El tema de fondo para lograr cualquier transformación son las capacidades institucionales y los presupuestos. Aquí vienen las malas noticias. Con una recaudación fiscal de apenas 13.8% del PIB (estimación 2020) –y cayendo– las metas y buenas intenciones del PSE son inviables (Brasil recauda 32% y Finlandia 44% del PIB) (ver Gráfico 1).
Si no ponemos sobre la mesa una genuina reforma fiscal, ni éste ni ningún plan educativo va a funcionar. Pero el problema no sólo es la recaudación fiscal, que está rezagada desde hace décadas, sino el peso de la educación en el presupuesto federal, a la baja desde 2016. Es decir, desde hace cuatro años otras necesidades sociales van ganando terreno a la educación en las prioridades nacionales. Así, mientras que en 2016 la función educativa representaba una inversión del 3.6% del PIB, para 2020 bajó a 3% de este indicador (ver Gráfico 2). Asimismo, el peso de la educación respecto al Presupuesto de Egresos de la Federación (PEF) también va a la baja. En 2016 representaba 14.4% del PEF y en 2020 representa 12.9% del presupuesto federal (ver Gráfico 3).
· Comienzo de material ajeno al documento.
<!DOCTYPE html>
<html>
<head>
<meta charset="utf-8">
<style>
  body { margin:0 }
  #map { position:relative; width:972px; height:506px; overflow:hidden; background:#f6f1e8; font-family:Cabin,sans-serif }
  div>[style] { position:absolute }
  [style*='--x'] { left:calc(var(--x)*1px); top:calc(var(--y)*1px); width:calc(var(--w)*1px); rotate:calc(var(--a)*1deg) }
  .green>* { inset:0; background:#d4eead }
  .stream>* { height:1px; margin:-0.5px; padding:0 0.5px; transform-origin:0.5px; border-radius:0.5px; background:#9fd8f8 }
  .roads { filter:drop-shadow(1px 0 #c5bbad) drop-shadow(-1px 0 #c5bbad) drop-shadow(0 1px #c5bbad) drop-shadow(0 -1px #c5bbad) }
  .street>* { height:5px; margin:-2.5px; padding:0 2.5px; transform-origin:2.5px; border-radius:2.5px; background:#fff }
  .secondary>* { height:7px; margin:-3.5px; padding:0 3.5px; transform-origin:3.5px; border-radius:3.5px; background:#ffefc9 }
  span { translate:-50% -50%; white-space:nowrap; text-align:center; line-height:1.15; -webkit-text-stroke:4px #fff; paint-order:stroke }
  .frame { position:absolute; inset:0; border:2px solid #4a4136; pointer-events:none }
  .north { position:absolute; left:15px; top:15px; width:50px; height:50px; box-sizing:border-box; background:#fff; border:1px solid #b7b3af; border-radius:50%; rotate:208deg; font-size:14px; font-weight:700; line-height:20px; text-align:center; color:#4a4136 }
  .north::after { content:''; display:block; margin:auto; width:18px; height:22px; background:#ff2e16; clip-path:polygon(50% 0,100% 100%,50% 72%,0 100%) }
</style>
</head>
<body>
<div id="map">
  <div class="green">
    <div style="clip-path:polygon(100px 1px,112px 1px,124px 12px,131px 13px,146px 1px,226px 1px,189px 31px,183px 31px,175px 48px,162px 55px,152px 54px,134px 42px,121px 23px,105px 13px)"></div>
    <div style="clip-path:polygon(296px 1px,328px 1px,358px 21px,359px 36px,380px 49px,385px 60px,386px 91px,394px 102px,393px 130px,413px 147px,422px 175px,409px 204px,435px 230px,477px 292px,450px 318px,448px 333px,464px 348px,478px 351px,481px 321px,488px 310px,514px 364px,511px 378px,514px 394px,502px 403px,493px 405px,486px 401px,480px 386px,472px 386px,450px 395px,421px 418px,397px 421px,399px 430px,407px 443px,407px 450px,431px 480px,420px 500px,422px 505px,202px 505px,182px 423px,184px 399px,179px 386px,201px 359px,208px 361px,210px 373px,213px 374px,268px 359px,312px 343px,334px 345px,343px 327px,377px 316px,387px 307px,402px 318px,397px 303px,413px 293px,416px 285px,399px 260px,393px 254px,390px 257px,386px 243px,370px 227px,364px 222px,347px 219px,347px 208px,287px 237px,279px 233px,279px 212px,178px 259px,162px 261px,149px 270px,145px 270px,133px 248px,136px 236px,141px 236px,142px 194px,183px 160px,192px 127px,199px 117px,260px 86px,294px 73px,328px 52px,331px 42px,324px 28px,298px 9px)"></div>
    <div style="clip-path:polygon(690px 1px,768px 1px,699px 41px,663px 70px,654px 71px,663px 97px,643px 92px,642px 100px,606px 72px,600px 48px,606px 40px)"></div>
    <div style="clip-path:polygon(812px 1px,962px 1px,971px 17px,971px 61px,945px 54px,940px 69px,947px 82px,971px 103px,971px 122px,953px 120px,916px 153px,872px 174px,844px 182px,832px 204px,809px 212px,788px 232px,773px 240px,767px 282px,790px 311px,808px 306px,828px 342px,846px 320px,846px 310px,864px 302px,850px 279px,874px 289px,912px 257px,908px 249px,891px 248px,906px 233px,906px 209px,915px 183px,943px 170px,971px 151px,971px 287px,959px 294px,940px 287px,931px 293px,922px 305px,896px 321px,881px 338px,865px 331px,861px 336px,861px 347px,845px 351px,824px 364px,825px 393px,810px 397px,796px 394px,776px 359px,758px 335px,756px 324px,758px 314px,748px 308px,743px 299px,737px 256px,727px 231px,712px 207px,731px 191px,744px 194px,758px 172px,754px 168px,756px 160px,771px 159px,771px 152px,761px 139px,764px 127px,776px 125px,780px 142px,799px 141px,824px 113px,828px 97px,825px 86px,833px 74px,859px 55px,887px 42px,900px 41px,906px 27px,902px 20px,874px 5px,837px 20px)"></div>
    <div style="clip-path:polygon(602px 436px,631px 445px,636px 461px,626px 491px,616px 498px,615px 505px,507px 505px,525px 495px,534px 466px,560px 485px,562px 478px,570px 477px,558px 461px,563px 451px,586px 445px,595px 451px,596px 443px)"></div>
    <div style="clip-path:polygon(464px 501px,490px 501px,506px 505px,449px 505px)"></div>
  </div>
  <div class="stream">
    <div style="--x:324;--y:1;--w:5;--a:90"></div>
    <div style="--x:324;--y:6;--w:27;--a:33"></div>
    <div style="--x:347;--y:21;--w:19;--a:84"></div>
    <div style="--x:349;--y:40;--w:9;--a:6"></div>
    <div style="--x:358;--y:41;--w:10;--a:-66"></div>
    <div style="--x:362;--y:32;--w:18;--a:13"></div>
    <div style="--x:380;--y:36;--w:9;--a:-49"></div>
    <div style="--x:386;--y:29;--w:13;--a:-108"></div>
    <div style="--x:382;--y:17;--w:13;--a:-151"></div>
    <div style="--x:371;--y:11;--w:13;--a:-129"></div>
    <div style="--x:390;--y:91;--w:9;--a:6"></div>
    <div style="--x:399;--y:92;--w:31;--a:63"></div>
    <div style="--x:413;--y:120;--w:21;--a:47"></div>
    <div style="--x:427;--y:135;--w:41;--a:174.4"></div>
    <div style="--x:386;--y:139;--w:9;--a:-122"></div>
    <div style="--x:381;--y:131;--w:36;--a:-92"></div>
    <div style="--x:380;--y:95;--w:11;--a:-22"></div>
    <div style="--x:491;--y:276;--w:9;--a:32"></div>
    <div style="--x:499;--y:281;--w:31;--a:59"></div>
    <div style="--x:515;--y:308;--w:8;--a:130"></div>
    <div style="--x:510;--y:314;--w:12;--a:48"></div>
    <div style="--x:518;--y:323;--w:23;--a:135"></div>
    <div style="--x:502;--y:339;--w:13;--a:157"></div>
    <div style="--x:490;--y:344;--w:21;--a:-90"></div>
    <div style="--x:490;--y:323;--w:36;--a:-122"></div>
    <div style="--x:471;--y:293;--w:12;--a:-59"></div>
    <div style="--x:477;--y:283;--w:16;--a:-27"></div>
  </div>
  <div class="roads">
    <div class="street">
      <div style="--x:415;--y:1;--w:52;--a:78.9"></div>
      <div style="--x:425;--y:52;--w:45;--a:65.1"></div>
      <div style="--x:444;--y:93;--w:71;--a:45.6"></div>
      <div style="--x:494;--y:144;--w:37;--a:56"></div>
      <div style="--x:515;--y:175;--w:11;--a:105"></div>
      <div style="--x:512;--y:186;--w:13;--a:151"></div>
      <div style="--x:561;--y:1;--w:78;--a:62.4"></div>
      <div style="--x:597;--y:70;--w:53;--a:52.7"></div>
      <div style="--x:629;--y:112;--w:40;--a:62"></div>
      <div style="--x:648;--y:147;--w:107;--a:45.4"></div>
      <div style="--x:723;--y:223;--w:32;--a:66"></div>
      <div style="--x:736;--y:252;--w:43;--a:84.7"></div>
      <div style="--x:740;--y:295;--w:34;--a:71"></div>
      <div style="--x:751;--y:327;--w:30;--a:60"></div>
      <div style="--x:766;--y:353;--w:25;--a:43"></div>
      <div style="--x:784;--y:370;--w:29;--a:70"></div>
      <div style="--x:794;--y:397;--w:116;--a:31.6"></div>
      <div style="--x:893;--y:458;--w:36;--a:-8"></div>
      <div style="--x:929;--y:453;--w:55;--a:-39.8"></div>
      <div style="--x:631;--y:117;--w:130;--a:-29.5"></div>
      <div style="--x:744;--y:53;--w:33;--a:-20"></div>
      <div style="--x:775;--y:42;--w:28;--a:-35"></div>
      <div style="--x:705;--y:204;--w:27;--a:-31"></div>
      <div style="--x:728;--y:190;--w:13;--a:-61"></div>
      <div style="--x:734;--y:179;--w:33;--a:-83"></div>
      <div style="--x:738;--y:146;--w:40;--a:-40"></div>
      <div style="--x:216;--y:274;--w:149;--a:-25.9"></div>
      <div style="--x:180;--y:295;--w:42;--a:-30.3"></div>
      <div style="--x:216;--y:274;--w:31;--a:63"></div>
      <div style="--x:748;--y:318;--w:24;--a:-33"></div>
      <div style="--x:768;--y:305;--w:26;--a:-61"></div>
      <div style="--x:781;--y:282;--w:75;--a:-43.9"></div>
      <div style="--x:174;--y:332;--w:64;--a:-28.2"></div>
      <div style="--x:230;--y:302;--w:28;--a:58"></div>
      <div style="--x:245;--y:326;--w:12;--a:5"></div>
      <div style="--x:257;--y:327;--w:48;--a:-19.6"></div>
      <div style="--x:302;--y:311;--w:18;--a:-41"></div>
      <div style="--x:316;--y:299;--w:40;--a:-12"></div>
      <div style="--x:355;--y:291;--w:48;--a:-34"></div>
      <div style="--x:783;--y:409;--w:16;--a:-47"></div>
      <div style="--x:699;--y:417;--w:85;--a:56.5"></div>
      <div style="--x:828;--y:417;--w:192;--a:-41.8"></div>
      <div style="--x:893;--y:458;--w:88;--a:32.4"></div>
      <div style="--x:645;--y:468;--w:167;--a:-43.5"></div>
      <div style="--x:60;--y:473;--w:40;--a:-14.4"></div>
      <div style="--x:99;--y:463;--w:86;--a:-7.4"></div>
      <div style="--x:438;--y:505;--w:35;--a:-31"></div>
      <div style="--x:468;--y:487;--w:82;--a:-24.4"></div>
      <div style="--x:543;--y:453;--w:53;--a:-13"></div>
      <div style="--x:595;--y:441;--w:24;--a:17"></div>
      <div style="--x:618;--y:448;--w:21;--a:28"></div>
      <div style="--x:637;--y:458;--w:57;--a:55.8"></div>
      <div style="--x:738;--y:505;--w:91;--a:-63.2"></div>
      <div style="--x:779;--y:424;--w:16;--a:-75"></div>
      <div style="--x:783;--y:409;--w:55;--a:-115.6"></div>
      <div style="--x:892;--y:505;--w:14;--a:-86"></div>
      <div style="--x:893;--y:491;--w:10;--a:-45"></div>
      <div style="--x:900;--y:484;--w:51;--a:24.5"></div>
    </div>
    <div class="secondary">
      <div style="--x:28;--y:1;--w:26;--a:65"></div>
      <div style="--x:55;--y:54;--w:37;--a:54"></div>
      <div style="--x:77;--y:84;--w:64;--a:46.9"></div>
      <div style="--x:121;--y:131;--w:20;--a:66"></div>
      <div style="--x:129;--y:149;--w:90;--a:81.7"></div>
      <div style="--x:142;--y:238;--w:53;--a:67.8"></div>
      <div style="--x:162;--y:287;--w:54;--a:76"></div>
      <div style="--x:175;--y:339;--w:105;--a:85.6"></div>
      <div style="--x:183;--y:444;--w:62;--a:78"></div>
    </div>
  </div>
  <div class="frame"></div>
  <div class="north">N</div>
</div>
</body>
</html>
Vemos pues cómo la narrativa va por un lado y la realidad presupuestal por el otro.
Con estas tendencias, muy difícilmente se logrará la visión del Programa Sectorial Educativo en el sentido de que “Los rezagos en la educación habrán quedado en épocas pasadas”. Para abatir estos rezagos es indispensable hacer realidad el multicitado Acuerdo Educativo Nacional, con la incorporación de todos los actores relevantes y con un sentido de urgencia: si no colocamos a la educación como genuina prioridad nacional, nuestro país no será viable ni competitivo en el siglo XXI.